The central island site was occupied by a former public house and restaurant with an indoor children’s play facility, now both closed, and a large picnic area with car park. The site had an existing vehicular access from the two lane gyratory around the island and the inspector was satisfied, based on the transport evidence provided, that this would operate safely and efficiently as a result of the proposed redevelopment and was unlikely to significantly affect the safety of motorists and cyclists using the highway network. However, the inspector was not so convinced regarding the safety of pedestrians trying to access the site across the gyratory.
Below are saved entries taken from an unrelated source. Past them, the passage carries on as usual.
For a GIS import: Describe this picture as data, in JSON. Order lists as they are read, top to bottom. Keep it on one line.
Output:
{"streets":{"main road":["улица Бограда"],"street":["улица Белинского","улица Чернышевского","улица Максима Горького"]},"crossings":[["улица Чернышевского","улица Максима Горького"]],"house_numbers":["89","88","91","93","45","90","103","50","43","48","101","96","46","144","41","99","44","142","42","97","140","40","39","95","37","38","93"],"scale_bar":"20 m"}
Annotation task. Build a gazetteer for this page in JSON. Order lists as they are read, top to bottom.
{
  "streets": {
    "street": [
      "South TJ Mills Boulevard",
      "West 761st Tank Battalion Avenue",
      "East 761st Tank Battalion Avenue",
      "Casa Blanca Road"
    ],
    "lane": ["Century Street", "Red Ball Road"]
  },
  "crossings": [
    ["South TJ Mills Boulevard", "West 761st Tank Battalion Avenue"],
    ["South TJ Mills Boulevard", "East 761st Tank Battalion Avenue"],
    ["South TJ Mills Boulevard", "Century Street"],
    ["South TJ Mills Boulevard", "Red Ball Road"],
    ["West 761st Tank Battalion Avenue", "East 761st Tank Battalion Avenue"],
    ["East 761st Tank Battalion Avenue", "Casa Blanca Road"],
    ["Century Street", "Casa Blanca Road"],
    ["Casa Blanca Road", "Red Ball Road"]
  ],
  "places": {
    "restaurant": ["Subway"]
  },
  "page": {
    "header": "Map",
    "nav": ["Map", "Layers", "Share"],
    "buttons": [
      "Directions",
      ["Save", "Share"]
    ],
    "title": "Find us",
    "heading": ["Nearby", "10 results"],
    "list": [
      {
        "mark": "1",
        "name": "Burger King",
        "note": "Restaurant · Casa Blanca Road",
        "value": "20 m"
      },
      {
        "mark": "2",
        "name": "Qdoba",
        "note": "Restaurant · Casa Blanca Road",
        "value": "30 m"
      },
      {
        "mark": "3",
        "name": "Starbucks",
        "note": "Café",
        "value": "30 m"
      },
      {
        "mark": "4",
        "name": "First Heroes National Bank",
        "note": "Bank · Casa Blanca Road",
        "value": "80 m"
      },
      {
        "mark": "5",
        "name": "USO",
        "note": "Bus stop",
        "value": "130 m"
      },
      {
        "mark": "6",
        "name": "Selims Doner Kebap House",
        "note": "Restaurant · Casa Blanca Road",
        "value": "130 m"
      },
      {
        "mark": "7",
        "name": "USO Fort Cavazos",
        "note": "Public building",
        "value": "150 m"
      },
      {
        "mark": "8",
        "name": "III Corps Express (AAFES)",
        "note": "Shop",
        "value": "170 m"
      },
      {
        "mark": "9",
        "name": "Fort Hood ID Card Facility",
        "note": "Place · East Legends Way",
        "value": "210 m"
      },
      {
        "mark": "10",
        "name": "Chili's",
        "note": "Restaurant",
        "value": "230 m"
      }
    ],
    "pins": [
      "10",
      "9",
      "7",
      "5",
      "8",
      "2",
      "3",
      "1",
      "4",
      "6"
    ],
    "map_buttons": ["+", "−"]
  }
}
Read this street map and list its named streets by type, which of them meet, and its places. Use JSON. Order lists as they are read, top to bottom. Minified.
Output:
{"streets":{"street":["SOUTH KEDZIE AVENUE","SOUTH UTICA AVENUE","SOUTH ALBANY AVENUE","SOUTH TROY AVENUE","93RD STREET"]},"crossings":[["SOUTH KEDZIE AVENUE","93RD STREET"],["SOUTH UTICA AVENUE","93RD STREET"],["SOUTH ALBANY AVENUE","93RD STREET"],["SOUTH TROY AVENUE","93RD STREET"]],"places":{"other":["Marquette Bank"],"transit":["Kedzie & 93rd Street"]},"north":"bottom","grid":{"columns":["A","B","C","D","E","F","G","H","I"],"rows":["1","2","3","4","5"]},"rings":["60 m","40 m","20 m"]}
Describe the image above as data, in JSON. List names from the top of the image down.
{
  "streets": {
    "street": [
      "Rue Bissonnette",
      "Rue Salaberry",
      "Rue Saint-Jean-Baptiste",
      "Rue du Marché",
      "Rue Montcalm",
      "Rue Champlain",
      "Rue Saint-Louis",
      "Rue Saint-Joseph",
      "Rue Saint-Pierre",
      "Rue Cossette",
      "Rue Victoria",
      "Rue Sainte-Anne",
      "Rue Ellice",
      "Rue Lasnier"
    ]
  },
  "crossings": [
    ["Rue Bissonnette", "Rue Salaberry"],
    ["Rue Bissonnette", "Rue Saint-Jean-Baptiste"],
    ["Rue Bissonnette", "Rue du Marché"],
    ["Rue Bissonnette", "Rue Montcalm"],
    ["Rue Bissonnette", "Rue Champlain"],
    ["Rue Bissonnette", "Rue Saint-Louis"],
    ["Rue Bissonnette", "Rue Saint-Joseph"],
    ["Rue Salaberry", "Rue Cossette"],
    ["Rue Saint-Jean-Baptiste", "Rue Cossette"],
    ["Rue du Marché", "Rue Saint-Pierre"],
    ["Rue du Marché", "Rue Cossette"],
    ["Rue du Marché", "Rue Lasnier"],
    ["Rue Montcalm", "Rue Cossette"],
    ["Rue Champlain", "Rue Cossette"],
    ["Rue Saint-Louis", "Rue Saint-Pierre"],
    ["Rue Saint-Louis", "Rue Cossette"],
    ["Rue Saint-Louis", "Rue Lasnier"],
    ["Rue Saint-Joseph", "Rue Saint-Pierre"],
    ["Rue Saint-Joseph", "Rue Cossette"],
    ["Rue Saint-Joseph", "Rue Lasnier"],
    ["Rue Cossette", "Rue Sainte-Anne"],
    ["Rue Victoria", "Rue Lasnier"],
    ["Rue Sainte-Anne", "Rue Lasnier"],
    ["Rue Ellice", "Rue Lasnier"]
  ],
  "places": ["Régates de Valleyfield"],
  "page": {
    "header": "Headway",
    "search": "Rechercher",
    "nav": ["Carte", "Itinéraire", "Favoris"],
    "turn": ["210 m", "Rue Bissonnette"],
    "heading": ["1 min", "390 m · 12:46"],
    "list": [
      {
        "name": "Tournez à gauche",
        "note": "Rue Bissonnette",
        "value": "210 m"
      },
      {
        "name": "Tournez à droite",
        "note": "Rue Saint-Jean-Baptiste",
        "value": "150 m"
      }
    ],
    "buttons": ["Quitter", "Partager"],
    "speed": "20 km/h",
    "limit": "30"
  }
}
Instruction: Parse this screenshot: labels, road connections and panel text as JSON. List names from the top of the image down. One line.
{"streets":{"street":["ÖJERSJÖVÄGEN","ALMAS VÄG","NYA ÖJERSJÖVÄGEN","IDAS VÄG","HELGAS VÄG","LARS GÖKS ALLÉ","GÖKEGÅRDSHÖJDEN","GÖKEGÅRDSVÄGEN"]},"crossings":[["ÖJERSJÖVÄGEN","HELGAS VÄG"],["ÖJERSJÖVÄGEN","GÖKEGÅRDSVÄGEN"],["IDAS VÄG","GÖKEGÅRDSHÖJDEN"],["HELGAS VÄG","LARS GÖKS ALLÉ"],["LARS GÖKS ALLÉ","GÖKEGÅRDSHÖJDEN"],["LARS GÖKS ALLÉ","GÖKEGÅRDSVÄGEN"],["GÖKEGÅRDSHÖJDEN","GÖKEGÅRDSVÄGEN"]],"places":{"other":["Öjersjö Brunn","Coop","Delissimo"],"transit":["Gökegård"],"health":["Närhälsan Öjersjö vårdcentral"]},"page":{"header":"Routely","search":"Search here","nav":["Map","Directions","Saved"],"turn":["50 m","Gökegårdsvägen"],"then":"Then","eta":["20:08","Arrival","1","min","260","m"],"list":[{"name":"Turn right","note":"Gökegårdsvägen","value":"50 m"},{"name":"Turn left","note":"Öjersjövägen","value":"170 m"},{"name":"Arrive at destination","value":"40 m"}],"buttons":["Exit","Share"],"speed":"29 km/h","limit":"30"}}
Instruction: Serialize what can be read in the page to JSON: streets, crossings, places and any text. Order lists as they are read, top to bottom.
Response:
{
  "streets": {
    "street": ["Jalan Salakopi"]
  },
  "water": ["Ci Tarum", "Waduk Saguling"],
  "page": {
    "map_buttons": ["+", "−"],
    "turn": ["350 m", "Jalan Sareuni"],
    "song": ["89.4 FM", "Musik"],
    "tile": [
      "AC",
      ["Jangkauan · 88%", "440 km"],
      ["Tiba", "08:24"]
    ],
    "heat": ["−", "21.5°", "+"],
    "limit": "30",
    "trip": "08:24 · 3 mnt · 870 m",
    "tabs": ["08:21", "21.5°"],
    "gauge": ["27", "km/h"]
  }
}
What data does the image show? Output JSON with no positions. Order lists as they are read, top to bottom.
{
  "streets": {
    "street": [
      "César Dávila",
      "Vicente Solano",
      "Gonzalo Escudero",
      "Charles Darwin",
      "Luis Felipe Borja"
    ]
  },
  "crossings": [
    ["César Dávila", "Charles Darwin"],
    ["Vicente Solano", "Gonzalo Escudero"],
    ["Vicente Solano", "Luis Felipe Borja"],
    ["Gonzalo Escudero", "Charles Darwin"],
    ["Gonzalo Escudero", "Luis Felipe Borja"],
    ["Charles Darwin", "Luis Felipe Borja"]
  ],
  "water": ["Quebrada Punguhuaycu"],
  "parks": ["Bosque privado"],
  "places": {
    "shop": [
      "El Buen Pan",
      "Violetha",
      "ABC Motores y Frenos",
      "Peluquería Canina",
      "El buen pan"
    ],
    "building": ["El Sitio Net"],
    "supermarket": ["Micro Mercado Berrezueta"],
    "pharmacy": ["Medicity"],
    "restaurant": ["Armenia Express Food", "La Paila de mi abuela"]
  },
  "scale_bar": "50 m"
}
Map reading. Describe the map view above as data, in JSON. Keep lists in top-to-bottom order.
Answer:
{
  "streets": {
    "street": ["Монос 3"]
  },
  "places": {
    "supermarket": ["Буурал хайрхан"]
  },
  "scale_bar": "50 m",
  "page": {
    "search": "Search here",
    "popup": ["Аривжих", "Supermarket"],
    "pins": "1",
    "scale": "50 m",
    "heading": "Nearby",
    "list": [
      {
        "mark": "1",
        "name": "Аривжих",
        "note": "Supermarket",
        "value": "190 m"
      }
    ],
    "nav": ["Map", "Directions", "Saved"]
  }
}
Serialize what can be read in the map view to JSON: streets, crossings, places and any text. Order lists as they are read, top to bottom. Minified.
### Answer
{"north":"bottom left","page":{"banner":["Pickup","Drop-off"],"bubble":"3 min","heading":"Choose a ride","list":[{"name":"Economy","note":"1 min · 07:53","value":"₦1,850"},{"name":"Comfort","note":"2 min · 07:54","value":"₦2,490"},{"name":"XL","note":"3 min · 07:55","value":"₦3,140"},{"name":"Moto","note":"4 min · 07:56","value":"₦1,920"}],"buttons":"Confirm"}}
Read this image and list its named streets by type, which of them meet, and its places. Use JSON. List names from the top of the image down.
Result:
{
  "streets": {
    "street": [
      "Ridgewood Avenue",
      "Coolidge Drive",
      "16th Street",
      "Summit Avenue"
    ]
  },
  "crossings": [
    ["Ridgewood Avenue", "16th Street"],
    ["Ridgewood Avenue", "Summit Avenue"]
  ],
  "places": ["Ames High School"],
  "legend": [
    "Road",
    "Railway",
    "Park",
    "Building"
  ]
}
The inspector noted the transport statement acknowledged that the site allowed for journeys by walking, cycling and public transport, particularly by staff and that the proposed pub and restaurant and convenience offer could attract visitors from the many nearby dwellings and businesses within one kilometre of the site. The scheme included a formal, uncontrolled pedestrian crossing across the gyratory incorporating dropped kerbs, tactile paving, and SLOW markings on approach to it. But the inspector was concerned that the visibility splay for the crossing was outside of the appellant’s ownership and as such he could not be certain that it would be maintained or that the reduction in speed required to 40mph could be secured through a Traffic Regulation Order. Moreover, the proposed pedestrian crossing was adjacent to a vehicle showroom where vehicles pulled in and out and to one of the trunk road junctions where drivers would be undertaking lane changes. Cumulatively, the inspector concluded these factors would serve as distractions to drivers approaching the crossing and negatively affect the confidence of pedestrians wanting to use it. The inspector found conflict with adopted local plan policies and the NPPF in this respect, despite acknowledging the fallback position that the existing buildings could be re-used without a pedestrian crossing.